No extra credit for prison murder

Alexander Tanasescu pleaded guilty to manslaughter. He wanted time shaved off his nine year sentence

Alex Tanasescu in an undated photograph from his Facebook profile. Tanasescu

A man who viciously attacked another inmate at a Maple Ridge prison will not get extra credit for time spent in segregation.

Supreme court Justice Robert Crawford ruled Friday there was no evidence to justify a credit of 1.5 days for each day Alexander Dinu Tanasescu  has spent in custody.

“I was driven to the conclusion that he lost his privileges because of his own circumstances,” said Justice Crawford, delivering a judgement in New Westminster Supreme Court.

Charged with second-degree murder, Tanasescu, 30, pleaded guilty to manslaughter for the brutal attack that eventually killed Blair Thomas Cody.

He was sentenced to nine years in prison but credited for the 922 days he has spent in custody, reducing the sentence to six years, five months and 21 days.

Looking directly at Tanasescu, Justice Crawford urged him to change his life.

“It’s a turning point for Mr. Tanasescu – 30 years – you’ve got a lot of life to live,” he said.

Cody was attacked on May 19, 2010, a few hours after he arrived at the 256th Street provincial prison for breaching probation on a drug possession charge.

The court heard the fight was sparked after Cody called Tanasescu a “goof.” It was also payback because Cody had attacked a friend of Tanasescu while incarcerated at the North Fraser Pre-Trial Centre.

Tanasescu was captured on video landing a punch that knocked Cody to the floor.

Tanasescu then “stomped, kicked and punched” his head. He was seen leaving twice only to return seconds later and continue the assault in front of prison guards, landing blows to Cody’s head 25 times.

The attack left a boot print on Cody’s face. The 36-year-old never gained consciousness and remained in a vegetative state until he died 10 months later.

Justice Crawford noted that when he was young, when someone was knocked out, the fight was over.

These days, he added, he presided over too many court cases where the attacks continue even after someone is rendered unconscious.

“It’s not so much a comment on Mr.
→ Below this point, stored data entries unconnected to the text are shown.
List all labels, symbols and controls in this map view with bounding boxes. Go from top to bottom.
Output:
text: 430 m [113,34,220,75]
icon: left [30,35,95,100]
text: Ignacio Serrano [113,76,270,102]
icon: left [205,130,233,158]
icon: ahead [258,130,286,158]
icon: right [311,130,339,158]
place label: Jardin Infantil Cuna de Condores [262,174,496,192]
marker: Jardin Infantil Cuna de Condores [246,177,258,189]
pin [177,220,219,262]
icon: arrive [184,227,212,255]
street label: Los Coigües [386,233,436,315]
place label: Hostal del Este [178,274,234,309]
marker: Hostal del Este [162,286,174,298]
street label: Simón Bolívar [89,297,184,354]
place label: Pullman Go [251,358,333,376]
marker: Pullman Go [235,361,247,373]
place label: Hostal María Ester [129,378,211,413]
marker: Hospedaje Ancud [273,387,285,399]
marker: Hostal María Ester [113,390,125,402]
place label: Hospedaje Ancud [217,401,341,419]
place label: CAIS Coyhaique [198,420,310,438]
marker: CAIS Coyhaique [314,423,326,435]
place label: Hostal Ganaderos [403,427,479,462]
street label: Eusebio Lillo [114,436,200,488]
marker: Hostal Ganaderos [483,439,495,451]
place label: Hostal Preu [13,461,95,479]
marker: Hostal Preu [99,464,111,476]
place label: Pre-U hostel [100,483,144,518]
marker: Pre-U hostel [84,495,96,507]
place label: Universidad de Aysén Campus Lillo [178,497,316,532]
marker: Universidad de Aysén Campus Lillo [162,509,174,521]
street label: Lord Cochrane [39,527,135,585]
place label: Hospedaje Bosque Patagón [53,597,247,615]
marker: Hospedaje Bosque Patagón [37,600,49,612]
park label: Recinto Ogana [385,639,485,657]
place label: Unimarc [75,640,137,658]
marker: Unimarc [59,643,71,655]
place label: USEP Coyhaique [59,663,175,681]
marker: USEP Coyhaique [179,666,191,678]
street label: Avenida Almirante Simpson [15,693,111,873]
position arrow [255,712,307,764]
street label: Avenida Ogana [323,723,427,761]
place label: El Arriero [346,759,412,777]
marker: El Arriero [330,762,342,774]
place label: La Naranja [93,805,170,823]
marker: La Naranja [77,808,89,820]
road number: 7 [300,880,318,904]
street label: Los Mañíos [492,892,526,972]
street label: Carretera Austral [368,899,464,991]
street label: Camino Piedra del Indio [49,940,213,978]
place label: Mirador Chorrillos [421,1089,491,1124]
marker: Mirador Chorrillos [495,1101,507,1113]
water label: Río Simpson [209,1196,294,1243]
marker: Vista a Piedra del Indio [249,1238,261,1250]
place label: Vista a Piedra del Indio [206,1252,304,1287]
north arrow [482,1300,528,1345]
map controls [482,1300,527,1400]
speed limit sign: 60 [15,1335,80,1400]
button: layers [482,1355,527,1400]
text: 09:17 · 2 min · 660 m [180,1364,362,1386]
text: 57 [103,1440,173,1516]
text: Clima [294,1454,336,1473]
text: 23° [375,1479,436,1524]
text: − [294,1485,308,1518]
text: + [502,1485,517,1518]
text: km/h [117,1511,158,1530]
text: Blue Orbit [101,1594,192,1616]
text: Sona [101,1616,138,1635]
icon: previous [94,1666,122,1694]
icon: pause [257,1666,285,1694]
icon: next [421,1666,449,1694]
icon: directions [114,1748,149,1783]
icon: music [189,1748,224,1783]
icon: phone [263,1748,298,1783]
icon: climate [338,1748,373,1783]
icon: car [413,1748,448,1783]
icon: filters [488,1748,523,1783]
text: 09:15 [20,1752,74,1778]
Tanasescu but the society he is living currently, all the rules are forgotten,” said Justice Crawford, adding he has trouble watching the televised bloody battles of mixed martial arts.

In denying Tanasescu extra credit, he noted the man was placed in segregation and enhanced supervision units because of his own behaviour. Tanasescu was often aggressive, hostile to staff and threatened other inmates.

Originally from Romania, Tanasescu’s parents fled their country in 1992 and arrived in Canada as refugees when he was 12.

He grew up in Penticton and Prince George. His criminal record begins as a youth at age 13.

Cody, the man he killed, was no angel either. When Cody was attacked, he had just arrived at the prison for breaching probation on a drug possession charge.

Justice Crawford noted that Cody had a long record of violence including stabbings and assaults.

“I know little about Mr. Cody but everybody has a family and everybody has people that don’t see all the warts we carry,” he said.

Cody’s sister Stacey sobbed loudly as Justice Crawford detailed the vicious beating her brother received. She heaved a sigh of relief when Tanasescu was denied the extra credit.

Quoting from her victim impact statement, Justice Crawford noted the loss of her youngest brother has been devastating. The sister travelled daily from Langley to visit her brother while he lay in a coma at Royal Columbian Hospital. She lost wages and eventually lost her job. She miscarried twice.

“The pain will never leave her,” Justice Crawford noted.

“Nothing will ever bring [her brother] back.”